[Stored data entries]
⁂

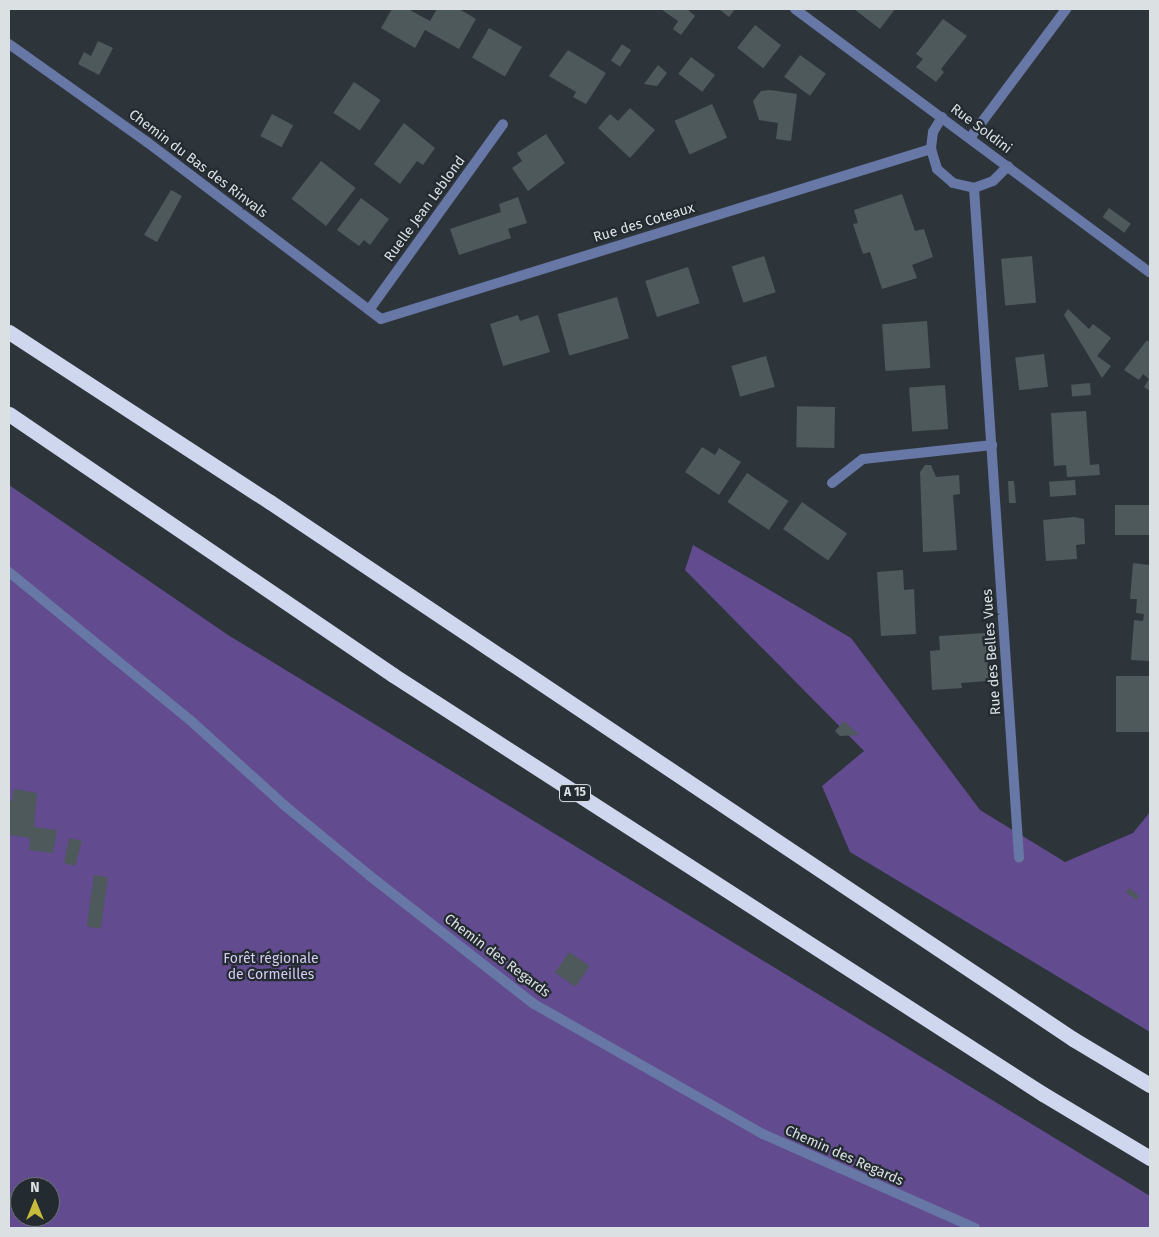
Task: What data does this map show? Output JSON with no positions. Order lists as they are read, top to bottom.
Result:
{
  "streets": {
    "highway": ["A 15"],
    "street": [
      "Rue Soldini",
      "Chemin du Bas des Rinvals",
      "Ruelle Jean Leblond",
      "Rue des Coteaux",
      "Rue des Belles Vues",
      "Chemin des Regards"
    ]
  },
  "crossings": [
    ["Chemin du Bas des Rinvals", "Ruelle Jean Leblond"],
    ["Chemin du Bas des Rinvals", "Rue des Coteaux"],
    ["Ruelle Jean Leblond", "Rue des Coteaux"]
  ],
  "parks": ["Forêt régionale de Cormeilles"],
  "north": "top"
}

⁂

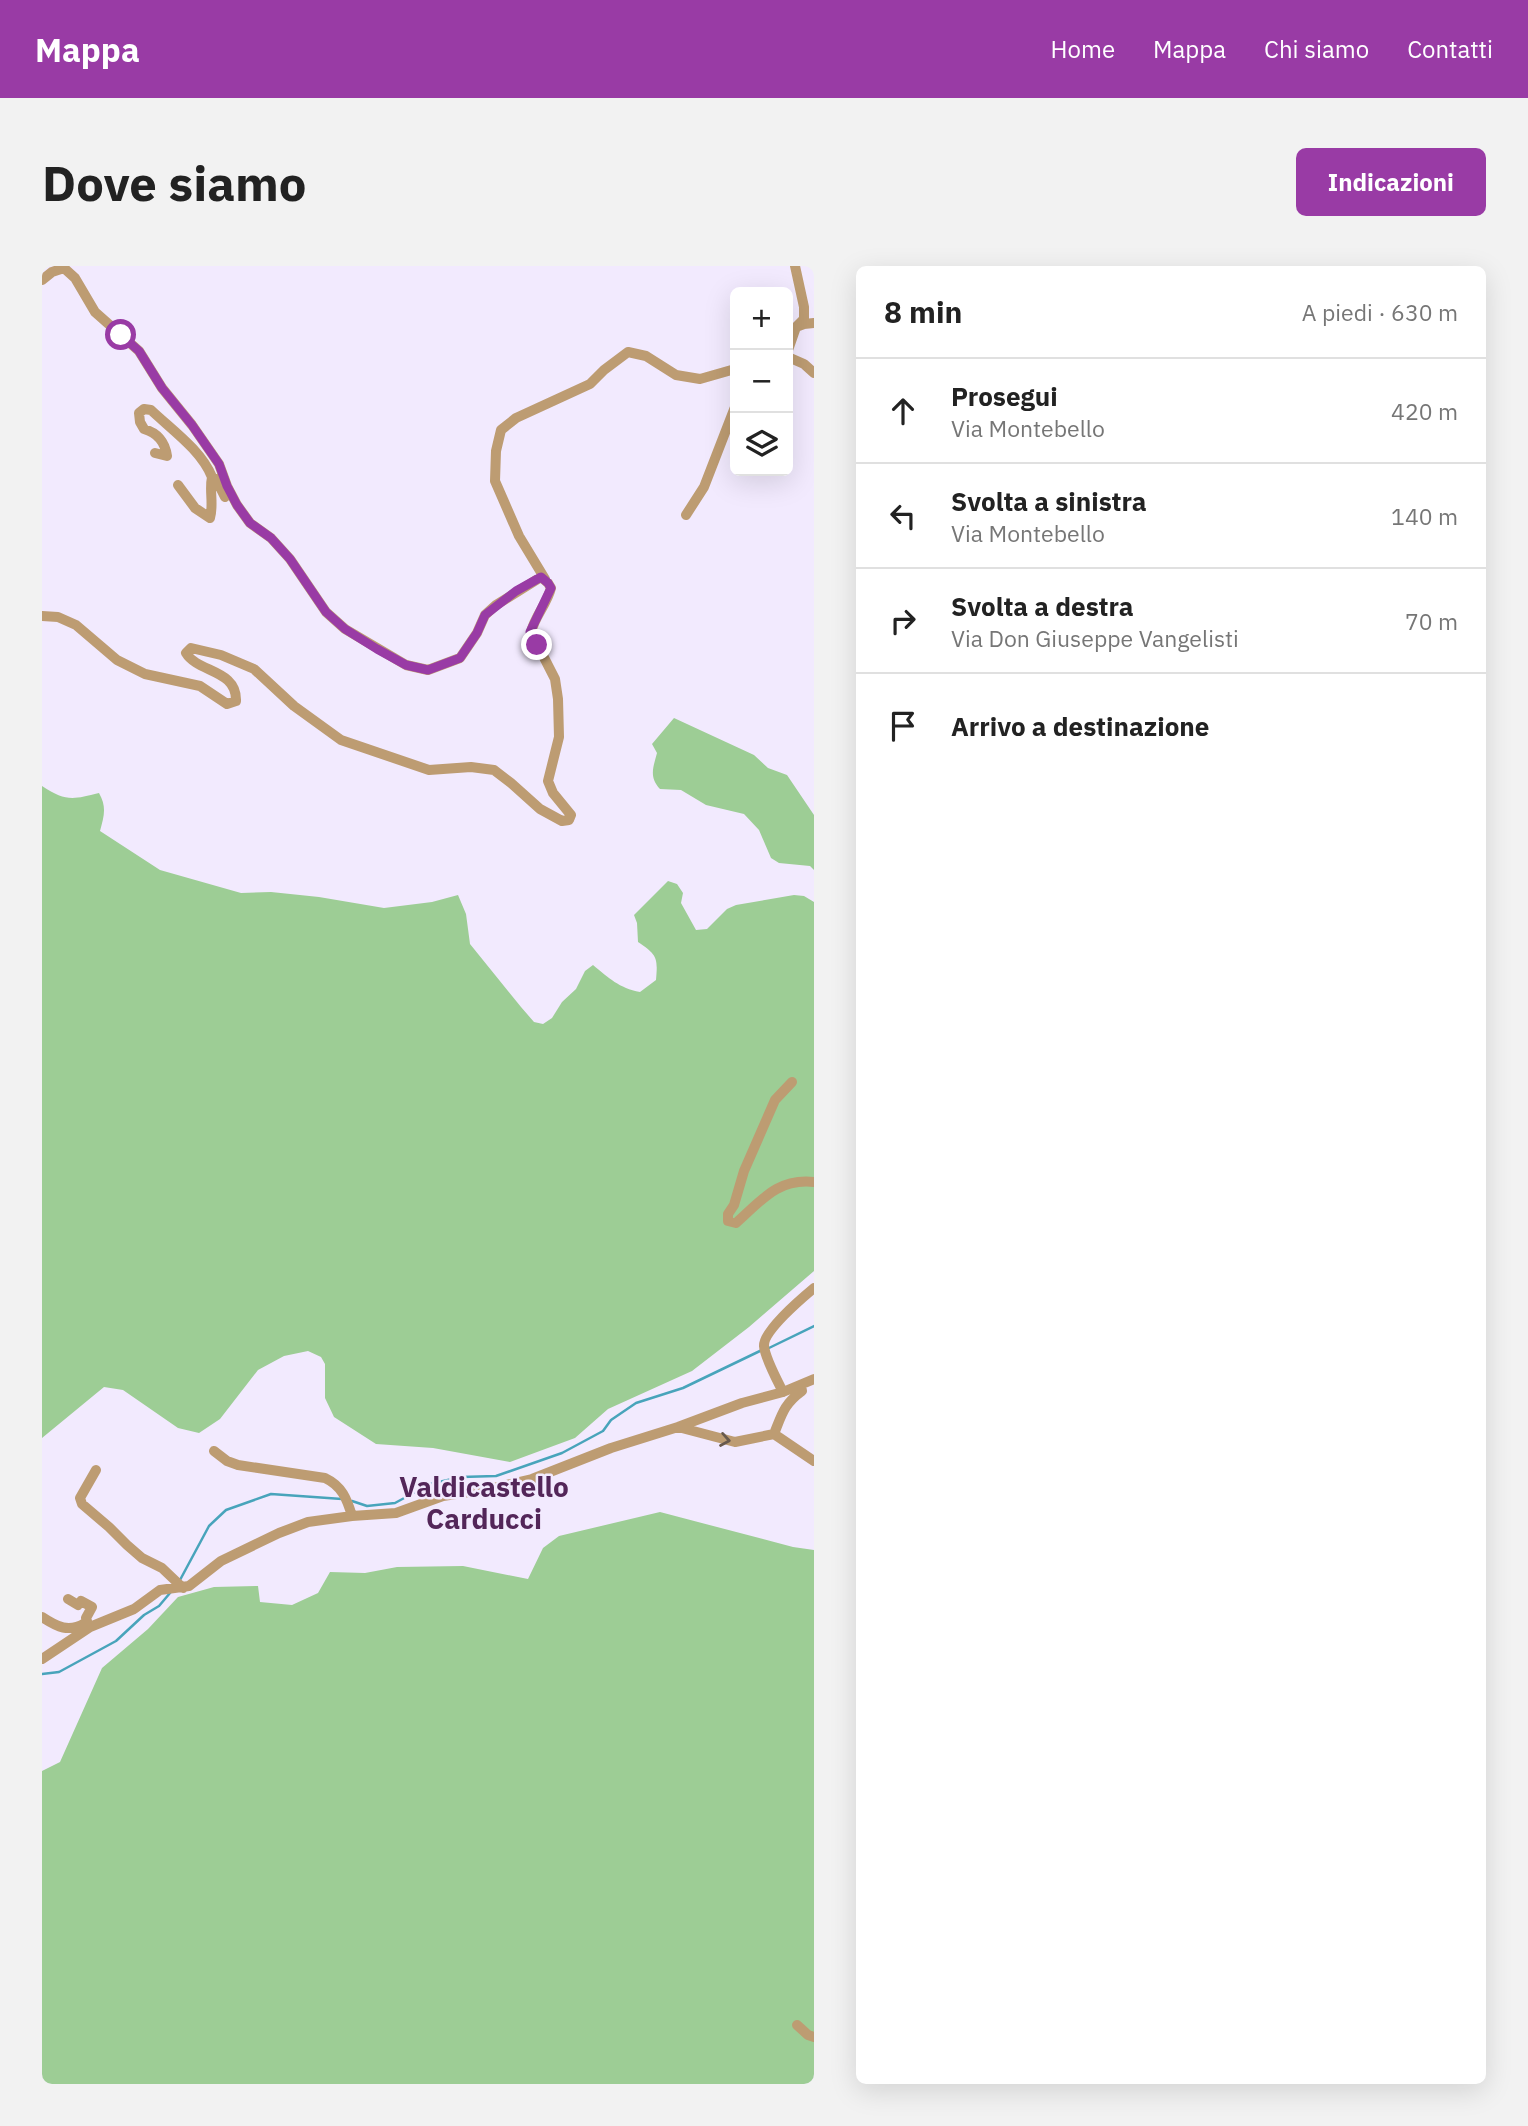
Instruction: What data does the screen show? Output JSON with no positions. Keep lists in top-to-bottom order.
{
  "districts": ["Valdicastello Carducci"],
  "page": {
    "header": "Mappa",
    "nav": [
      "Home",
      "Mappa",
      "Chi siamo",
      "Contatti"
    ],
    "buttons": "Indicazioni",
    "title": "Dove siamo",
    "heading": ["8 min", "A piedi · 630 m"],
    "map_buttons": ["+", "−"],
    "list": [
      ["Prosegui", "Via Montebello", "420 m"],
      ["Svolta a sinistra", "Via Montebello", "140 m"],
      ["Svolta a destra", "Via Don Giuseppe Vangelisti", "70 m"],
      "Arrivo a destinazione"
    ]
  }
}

⁂

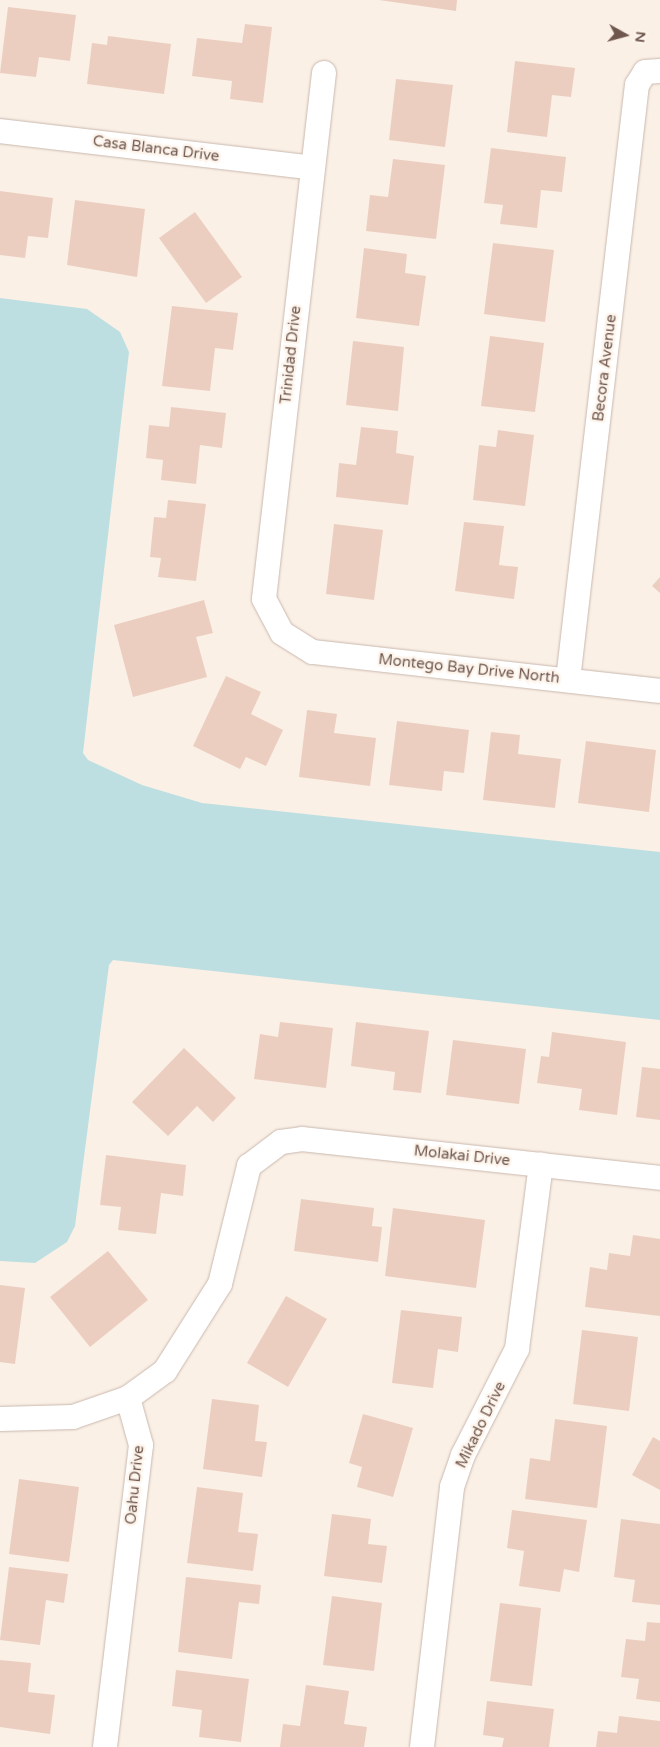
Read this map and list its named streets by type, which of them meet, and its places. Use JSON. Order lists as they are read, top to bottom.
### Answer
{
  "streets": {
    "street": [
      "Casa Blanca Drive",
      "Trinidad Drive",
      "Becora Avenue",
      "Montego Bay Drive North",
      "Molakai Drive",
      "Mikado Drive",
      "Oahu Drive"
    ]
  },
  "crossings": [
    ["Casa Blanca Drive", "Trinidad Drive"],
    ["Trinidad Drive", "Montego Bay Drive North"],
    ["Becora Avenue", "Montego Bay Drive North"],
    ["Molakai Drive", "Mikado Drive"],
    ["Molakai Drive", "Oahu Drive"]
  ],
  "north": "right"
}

⁂

▶ _Work required_
Determine how many lines of the data above hold the word "this". Output that number only.

▶ _Exercise answer_
2